### [What the task asks]
Your reply should be a faithful copy of the records below, free of pictures.
___ Input data
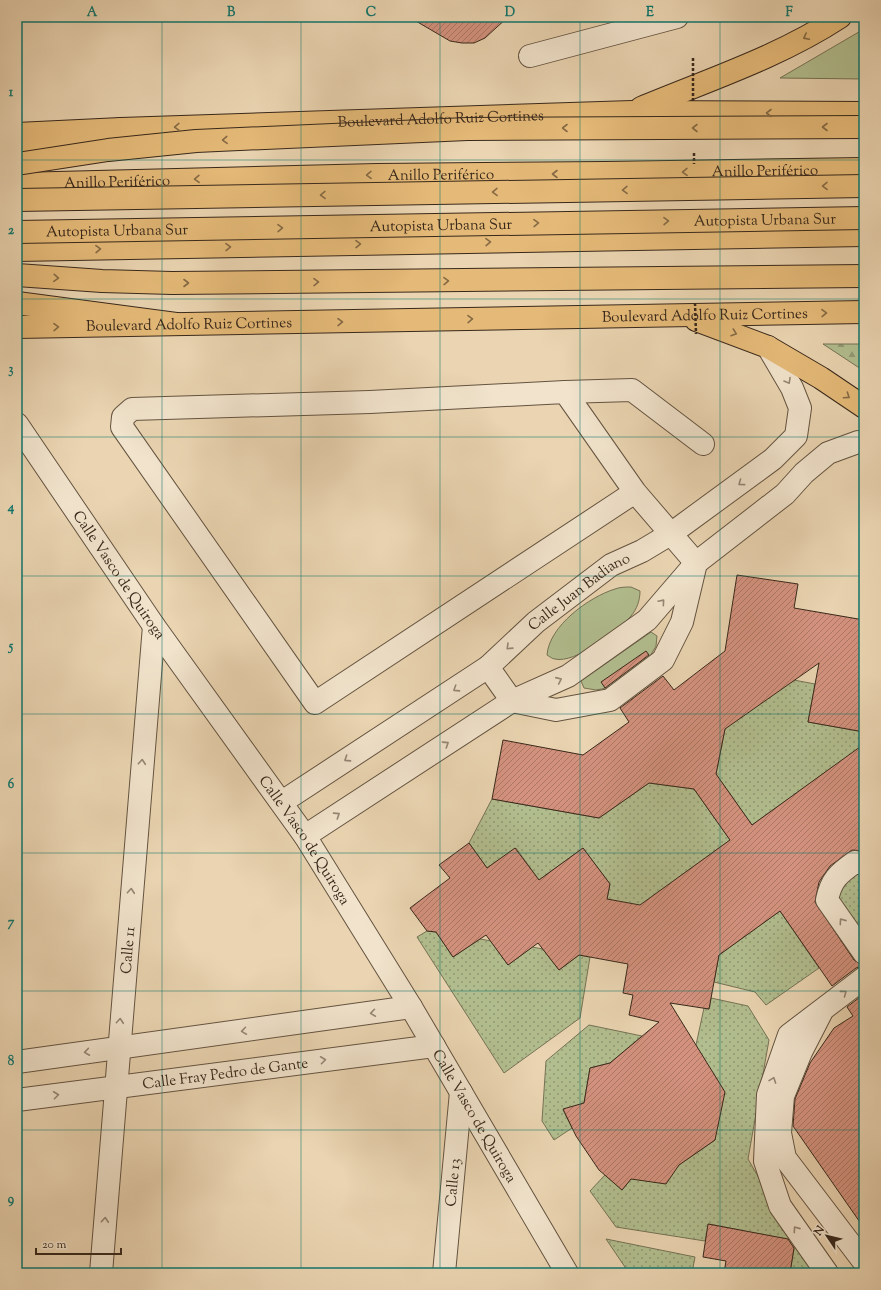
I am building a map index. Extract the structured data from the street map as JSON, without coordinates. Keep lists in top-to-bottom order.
{
  "streets": {
    "main road": ["Boulevard Adolfo Ruiz Cortines", "Anillo Periférico", "Autopista Urbana Sur"],
    "street": [
      "Calle Vasco de Quiroga",
      "Calle Juan Badiano",
      "Calle 11",
      "Calle Fray Pedro de Gante",
      "Calle 13"
    ]
  },
  "crossings": [
    ["Calle Vasco de Quiroga", "Calle Juan Badiano"],
    ["Calle Vasco de Quiroga", "Calle 11"],
    ["Calle Vasco de Quiroga", "Calle Fray Pedro de Gante"],
    ["Calle Vasco de Quiroga", "Calle 13"],
    ["Calle 11", "Calle Fray Pedro de Gante"]
  ],
  "one_way": ["Calle 11"],
  "scale_bar": "20 m",
  "north": "top left",
  "grid": {
    "columns": [
      "A",
      "B",
      "C",
      "D",
      "E",
      "F"
    ],
    "rows": [
      "1",
      "2",
      "3",
      "4",
      "5",
      "6",
      "7",
      "8",
      "9"
    ]
  }
}
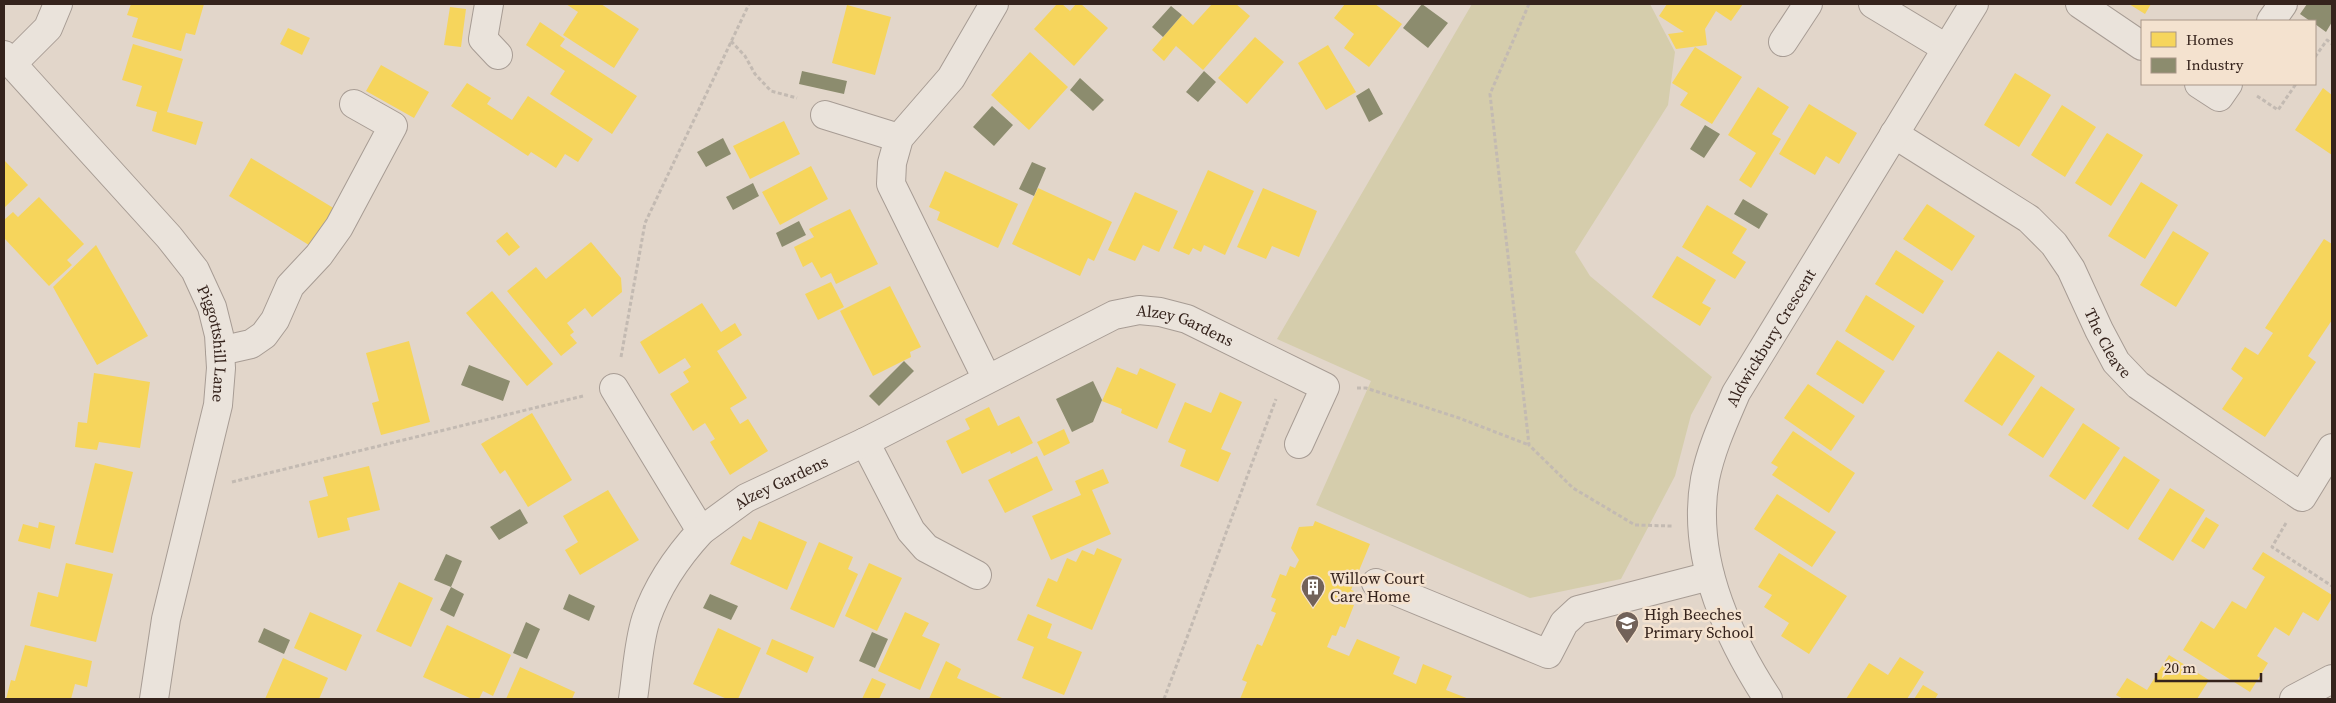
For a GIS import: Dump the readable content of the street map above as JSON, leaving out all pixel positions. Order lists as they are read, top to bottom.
{
  "streets": {
    "street": [
      "Alzey Gardens",
      "Aldwickbury Crescent",
      "The Cleave",
      "Piggottshill Lane"
    ]
  },
  "crossings": [
    ["Aldwickbury Crescent", "The Cleave"]
  ],
  "places": {
    "building": ["Willow Court Care Home"],
    "school or university": ["High Beeches Primary School"]
  },
  "legend": ["Homes", "Industry"],
  "scale_bar": "20 m"
}
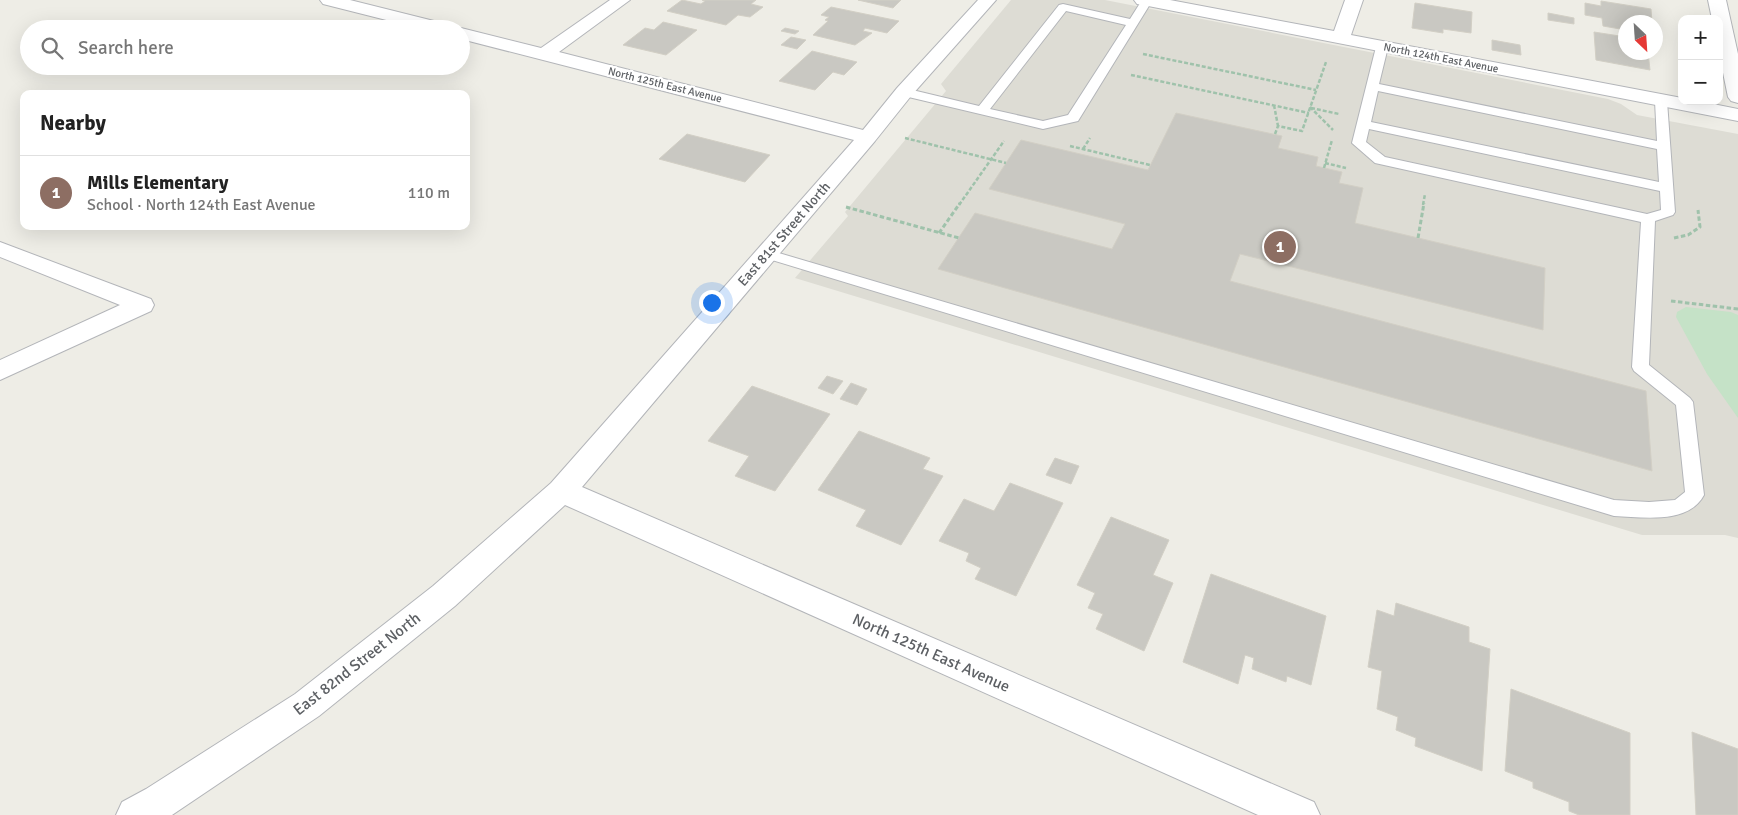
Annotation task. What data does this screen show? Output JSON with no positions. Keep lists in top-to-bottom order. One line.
{"streets":{"street":["North 124th East Avenue","North 125th East Avenue","East 81st Street North","East 82nd Street North"]},"crossings":[["North 125th East Avenue","East 81st Street North"],["North 125th East Avenue","East 82nd Street North"],["East 81st Street North","East 82nd Street North"]],"north":"bottom right","page":{"map_buttons":["+","−"],"search":"Search here","heading":"Nearby","list":[{"mark":"1","name":"Mills Elementary","note":"School · North 124th East Avenue","value":"110 m"}],"pins":"1"}}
______
### [Expected output]
I am building a map index. Extract the structured data from the street map as JSON, without coordinates. Keep lists in top-to-bottom order.
{
  "streets": {
    "main road": ["Boulevard Adolfo Ruiz Cortines", "Anillo Periférico", "Autopista Urbana Sur"],
    "street": [
      "Calle Vasco de Quiroga",
      "Calle Juan Badiano",
      "Calle 11",
      "Calle Fray Pedro de Gante",
      "Calle 13"
    ]
  },
  "crossings": [
    ["Calle Vasco de Quiroga", "Calle Juan Badiano"],
    ["Calle Vasco de Quiroga", "Calle 11"],
    ["Calle Vasco de Quiroga", "Calle Fray Pedro de Gante"],
    ["Calle Vasco de Quiroga", "Calle 13"],
    ["Calle 11", "Calle Fray Pedro de Gante"]
  ],
  "one_way": ["Calle 11"],
  "scale_bar": "20 m",
  "north": "top left",
  "grid": {
    "columns": [
      "A",
      "B",
      "C",
      "D",
      "E",
      "F"
    ],
    "rows": [
      "1",
      "2",
      "3",
      "4",
      "5",
      "6",
      "7",
      "8",
      "9"
    ]
  }
}
For a GIS import: Dump the readable content of the street map above as JSON, leaving out all pixel positions. Order lists as they are read, top to bottom.
{
  "streets": {
    "street": [
      "Alzey Gardens",
      "Aldwickbury Crescent",
      "The Cleave",
      "Piggottshill Lane"
    ]
  },
  "crossings": [
    ["Aldwickbury Crescent", "The Cleave"]
  ],
  "places": {
    "building": ["Willow Court Care Home"],
    "school or university": ["High Beeches Primary School"]
  },
  "legend": ["Homes", "Industry"],
  "scale_bar": "20 m"
}
Annotation task. What data does this screen show? Output JSON with no positions. Keep lists in top-to-bottom order. One line.
{"streets":{"street":["North 124th East Avenue","North 125th East Avenue","East 81st Street North","East 82nd Street North"]},"crossings":[["North 125th East Avenue","East 81st Street North"],["North 125th East Avenue","East 82nd Street North"],["East 81st Street North","East 82nd Street North"]],"north":"bottom right","page":{"map_buttons":["+","−"],"search":"Search here","heading":"Nearby","list":[{"mark":"1","name":"Mills Elementary","note":"School · North 124th East Avenue","value":"110 m"}],"pins":"1"}}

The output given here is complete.